US 12,411,709 B2
Annotation of a machine learning pipeline with operational semantics
Raghu Kiran Ganti, White Plains, NY (US); Mudhakar Srivatsa, White Plains, NY (US); and Carlos Henrique Andrade Costa, White Plains, NY (US)
Assigned to International Business Machines Corporation, Armonk, NY (US)
Filed by International Business Machines Corporation, Armonk, NY (US)
Filed on Nov. 30, 2021, as Appl. No. 17/538,301.
Prior Publication US 2023/0168923 A1, Jun. 1, 2023
Int. Cl. G06F 9/46 (2006.01); G06F 9/48 (2006.01)

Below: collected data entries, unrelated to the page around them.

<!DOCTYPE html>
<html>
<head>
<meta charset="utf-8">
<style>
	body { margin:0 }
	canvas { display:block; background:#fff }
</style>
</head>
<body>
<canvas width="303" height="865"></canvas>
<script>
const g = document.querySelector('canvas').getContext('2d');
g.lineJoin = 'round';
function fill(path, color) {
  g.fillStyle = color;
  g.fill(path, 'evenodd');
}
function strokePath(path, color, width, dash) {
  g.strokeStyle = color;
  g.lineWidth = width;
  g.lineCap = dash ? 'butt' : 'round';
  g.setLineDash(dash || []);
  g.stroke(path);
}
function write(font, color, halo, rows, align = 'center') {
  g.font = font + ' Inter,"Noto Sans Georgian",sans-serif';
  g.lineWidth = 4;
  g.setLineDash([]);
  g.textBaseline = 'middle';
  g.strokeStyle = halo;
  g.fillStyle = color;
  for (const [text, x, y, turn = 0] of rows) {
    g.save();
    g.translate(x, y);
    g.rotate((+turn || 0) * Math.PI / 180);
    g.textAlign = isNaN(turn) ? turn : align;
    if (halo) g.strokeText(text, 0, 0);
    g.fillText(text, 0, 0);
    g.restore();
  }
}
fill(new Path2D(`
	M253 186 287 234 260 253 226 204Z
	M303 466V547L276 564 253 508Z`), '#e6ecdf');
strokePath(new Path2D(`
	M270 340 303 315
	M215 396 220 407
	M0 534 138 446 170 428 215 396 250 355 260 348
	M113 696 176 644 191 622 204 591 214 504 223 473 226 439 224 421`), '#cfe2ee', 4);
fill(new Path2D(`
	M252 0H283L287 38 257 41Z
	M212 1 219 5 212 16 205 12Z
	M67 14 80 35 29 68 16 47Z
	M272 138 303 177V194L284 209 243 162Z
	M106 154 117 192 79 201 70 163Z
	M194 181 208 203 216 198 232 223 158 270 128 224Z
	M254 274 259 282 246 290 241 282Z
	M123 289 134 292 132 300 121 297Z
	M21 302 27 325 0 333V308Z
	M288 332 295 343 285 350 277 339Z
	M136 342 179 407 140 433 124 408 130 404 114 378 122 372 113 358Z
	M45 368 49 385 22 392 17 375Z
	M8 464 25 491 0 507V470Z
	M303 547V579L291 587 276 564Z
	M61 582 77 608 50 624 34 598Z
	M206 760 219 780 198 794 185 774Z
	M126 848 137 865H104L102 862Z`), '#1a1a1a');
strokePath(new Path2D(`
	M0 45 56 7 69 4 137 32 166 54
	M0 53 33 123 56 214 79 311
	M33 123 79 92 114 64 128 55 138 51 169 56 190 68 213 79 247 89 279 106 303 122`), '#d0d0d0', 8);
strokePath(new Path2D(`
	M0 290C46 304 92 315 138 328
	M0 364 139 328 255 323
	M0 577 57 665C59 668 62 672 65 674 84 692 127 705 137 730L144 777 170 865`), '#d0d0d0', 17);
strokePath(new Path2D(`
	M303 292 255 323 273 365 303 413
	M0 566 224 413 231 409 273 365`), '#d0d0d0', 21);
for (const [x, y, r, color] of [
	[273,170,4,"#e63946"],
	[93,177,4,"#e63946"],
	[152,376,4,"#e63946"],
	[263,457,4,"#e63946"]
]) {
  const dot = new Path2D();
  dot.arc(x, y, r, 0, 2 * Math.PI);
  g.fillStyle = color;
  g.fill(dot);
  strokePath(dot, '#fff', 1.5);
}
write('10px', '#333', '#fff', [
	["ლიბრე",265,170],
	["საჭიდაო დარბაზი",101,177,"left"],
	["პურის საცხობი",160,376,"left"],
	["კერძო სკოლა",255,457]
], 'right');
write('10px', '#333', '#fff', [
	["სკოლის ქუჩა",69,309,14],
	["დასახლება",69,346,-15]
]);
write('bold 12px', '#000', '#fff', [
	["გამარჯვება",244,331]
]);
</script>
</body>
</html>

CPC G06F 9/4881 (2013.01) 20 Claims
OG exemplary drawing
 
1. A computer system comprising:
a processor operatively coupled to memory;
an artificial intelligence (AI) platform, operatively coupled to the processor, comprising:
a pipeline manager configured to represent a pipeline in a data flow graph (DFG) with individual nodes representing an instance of a mathematical operation and individual edges representing an object;
a processing manager configured to pre-processing the pipeline represented in the DFG, including selectively annotate one or more of the nodes in the DFG with two or more operational semantics, the semantics comprising an input combination, a firing combination, a state of the node, an output condition, or a combination thereof; and
an evaluator configured to evaluate the annotated DFG and control a scheduling order responsive to the evaluation, including discover an order of execution based on the node annotations; and
a director configured to execute the pipeline represented in the annotated DFG responsive to the evaluation, and construct output from the executed pipeline, the constructed output configured to align with an output condition semantic.